**WHAT YOU NEED TO DO**
Across the entries below, how many lines contain the string "canvas"? Give only the count.

**DATASET EXCERPTS**
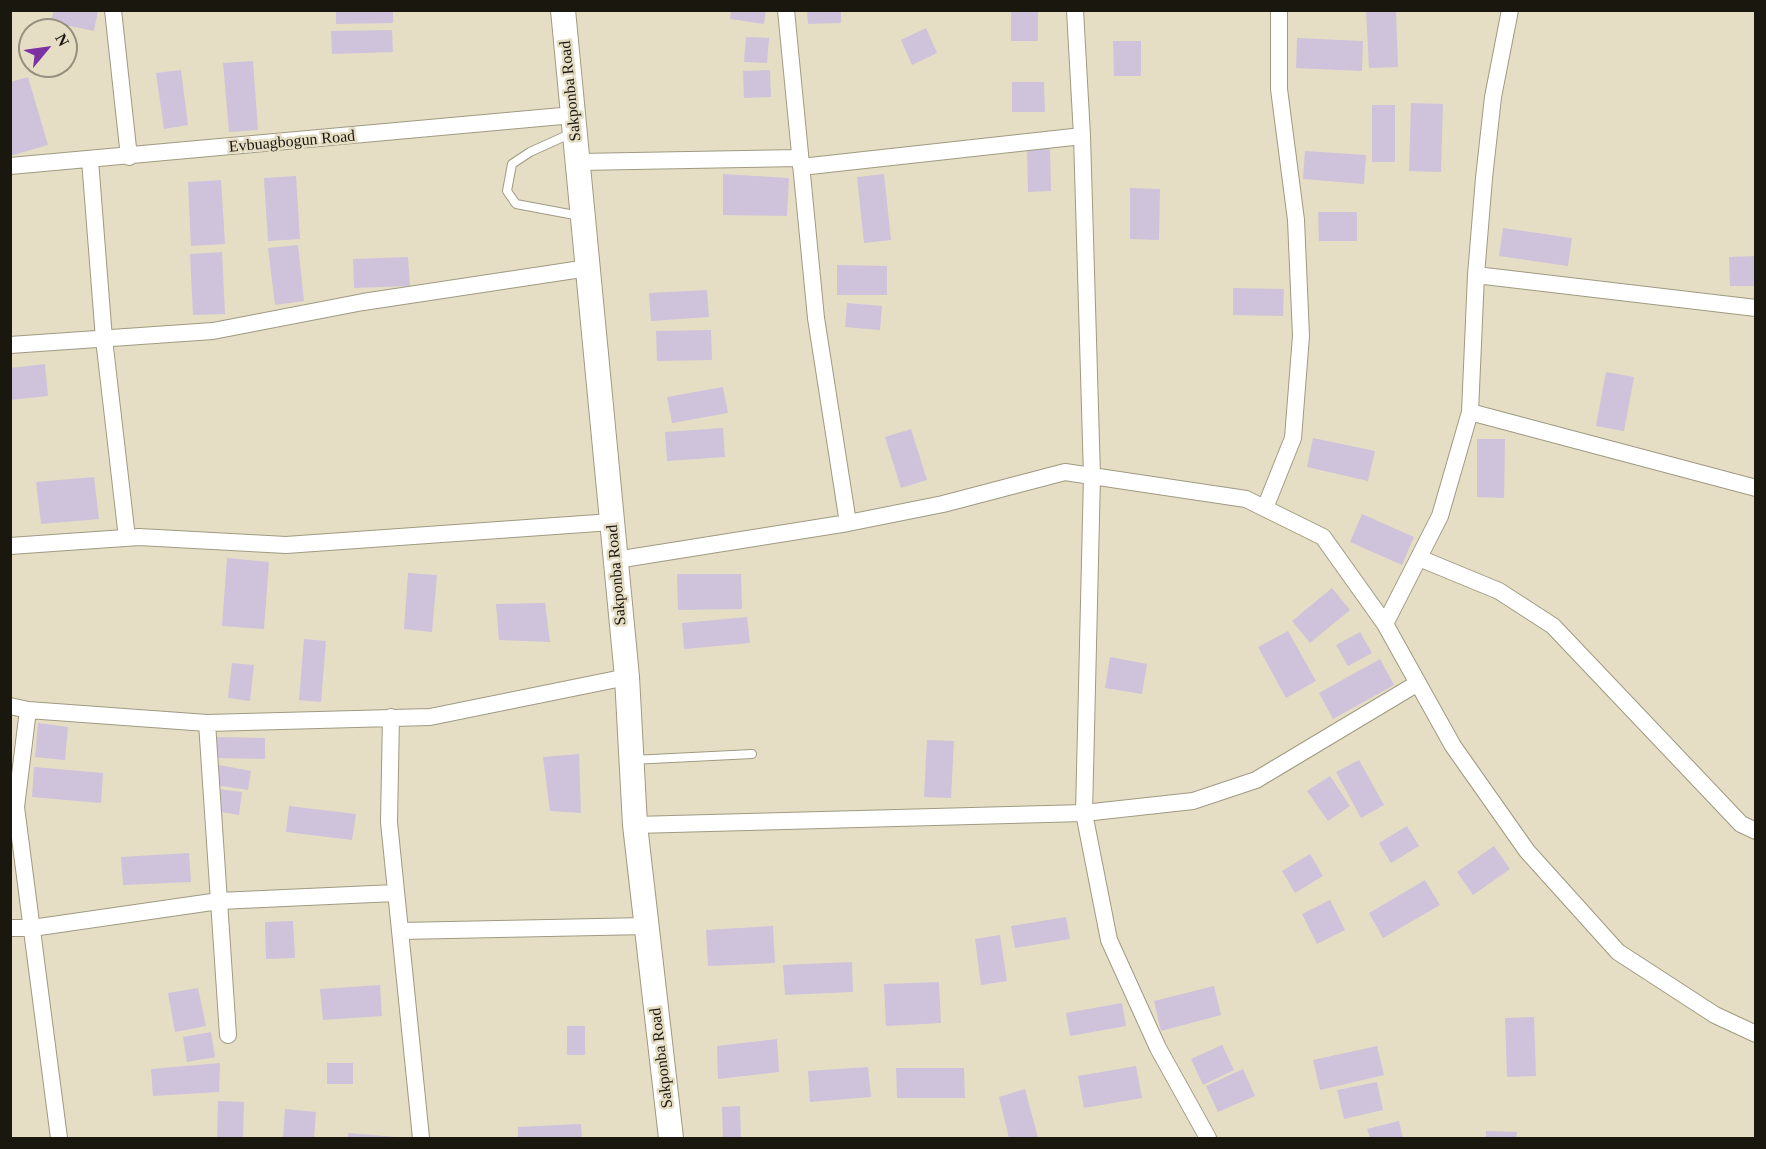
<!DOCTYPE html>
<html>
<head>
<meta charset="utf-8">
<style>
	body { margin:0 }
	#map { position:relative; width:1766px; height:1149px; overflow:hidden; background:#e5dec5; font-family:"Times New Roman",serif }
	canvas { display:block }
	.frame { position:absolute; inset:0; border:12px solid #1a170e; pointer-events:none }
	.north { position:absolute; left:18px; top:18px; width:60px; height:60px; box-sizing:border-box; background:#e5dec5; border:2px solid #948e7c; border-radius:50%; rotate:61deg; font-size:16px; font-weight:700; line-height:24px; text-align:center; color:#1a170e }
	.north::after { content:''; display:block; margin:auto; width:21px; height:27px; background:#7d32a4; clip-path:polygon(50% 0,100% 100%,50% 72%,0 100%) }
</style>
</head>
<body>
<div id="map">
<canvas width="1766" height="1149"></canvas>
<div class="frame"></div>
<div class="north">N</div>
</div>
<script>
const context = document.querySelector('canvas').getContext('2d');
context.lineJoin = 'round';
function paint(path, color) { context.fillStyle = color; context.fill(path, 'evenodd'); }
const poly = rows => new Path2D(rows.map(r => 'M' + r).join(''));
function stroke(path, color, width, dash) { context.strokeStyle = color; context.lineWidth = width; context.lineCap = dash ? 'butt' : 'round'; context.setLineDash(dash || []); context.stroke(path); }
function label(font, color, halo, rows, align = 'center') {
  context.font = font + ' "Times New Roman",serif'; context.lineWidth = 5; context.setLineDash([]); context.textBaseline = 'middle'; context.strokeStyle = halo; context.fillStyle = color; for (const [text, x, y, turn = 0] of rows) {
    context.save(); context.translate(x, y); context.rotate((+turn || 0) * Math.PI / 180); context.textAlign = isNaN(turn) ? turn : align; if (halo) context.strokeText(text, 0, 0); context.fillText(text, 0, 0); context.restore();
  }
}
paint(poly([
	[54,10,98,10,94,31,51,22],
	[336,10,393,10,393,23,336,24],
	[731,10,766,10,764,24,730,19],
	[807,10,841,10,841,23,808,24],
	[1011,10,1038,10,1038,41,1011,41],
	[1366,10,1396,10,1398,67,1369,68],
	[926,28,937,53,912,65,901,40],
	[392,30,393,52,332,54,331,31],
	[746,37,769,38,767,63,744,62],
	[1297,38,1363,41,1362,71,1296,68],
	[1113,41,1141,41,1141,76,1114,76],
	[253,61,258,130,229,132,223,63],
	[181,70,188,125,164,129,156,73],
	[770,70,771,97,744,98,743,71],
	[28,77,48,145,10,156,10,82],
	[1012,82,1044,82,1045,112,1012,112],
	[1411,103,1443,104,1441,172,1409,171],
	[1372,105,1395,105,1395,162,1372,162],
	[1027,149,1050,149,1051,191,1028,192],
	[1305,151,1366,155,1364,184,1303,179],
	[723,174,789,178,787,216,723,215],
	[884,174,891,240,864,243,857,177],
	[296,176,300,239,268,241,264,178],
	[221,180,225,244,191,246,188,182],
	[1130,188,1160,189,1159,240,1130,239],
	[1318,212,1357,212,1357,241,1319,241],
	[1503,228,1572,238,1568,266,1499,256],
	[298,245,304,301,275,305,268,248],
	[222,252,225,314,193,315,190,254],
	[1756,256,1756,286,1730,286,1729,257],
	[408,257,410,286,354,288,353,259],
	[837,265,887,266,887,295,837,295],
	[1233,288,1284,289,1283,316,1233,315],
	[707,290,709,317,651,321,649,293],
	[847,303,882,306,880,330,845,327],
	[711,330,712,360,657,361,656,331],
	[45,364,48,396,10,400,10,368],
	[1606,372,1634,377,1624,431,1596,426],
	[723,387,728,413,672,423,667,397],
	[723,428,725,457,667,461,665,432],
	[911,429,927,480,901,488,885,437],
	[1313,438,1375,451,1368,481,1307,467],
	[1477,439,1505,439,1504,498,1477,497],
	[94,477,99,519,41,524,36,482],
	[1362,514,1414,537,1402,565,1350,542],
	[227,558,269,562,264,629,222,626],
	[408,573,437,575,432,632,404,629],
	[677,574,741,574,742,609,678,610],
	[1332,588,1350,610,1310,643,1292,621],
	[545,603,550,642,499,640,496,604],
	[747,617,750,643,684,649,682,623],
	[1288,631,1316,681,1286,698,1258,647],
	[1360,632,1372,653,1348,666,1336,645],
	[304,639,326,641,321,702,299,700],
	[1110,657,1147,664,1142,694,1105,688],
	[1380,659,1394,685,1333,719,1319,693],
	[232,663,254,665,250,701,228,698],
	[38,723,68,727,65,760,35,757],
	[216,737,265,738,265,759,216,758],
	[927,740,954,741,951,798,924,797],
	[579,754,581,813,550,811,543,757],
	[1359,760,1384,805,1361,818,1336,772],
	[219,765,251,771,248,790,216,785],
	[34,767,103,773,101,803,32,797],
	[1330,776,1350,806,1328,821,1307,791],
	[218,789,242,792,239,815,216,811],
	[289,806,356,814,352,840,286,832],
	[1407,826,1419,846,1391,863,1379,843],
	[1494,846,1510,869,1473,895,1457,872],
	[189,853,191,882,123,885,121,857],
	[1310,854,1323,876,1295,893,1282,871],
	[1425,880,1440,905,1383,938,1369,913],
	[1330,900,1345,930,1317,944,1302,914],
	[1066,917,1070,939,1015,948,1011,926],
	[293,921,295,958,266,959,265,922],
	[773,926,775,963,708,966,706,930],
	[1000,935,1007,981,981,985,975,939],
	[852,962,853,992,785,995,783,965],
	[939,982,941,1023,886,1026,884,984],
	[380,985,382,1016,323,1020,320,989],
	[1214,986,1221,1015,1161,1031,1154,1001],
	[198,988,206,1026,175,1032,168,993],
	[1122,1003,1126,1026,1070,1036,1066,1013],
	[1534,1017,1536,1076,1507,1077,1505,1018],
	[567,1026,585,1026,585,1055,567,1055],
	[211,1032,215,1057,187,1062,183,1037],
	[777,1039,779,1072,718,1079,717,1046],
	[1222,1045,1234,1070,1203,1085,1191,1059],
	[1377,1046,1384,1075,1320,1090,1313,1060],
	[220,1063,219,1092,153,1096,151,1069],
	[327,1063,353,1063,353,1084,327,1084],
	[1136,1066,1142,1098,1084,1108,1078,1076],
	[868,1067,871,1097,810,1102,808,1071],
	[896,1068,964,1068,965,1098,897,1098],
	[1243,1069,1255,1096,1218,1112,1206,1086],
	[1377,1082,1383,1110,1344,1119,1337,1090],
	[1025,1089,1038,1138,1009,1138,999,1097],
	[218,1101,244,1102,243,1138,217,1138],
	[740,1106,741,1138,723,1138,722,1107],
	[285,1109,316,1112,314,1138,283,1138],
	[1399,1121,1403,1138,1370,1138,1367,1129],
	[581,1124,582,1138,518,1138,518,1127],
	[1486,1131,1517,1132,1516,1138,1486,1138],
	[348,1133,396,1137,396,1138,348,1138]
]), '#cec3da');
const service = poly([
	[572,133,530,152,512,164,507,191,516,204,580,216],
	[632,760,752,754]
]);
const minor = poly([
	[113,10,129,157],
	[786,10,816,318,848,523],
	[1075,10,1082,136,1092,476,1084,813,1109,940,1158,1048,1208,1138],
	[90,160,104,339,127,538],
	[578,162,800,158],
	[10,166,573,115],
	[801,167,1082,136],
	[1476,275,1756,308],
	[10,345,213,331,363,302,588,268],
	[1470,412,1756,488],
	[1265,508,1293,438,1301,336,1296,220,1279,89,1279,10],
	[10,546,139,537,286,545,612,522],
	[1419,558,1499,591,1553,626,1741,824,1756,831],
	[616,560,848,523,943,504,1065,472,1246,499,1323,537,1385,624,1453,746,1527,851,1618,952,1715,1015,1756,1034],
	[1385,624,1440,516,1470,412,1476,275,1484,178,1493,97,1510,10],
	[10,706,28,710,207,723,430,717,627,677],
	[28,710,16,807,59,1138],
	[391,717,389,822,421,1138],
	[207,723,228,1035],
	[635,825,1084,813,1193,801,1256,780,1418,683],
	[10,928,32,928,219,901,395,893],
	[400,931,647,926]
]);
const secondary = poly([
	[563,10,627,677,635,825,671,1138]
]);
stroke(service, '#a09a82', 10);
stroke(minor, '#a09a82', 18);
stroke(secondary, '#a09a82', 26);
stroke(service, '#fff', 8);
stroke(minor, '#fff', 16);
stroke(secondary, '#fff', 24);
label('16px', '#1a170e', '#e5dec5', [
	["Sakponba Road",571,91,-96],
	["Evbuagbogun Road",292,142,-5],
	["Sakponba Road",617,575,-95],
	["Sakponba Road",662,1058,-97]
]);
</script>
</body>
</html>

**ANSWER TO THIS TASK**
3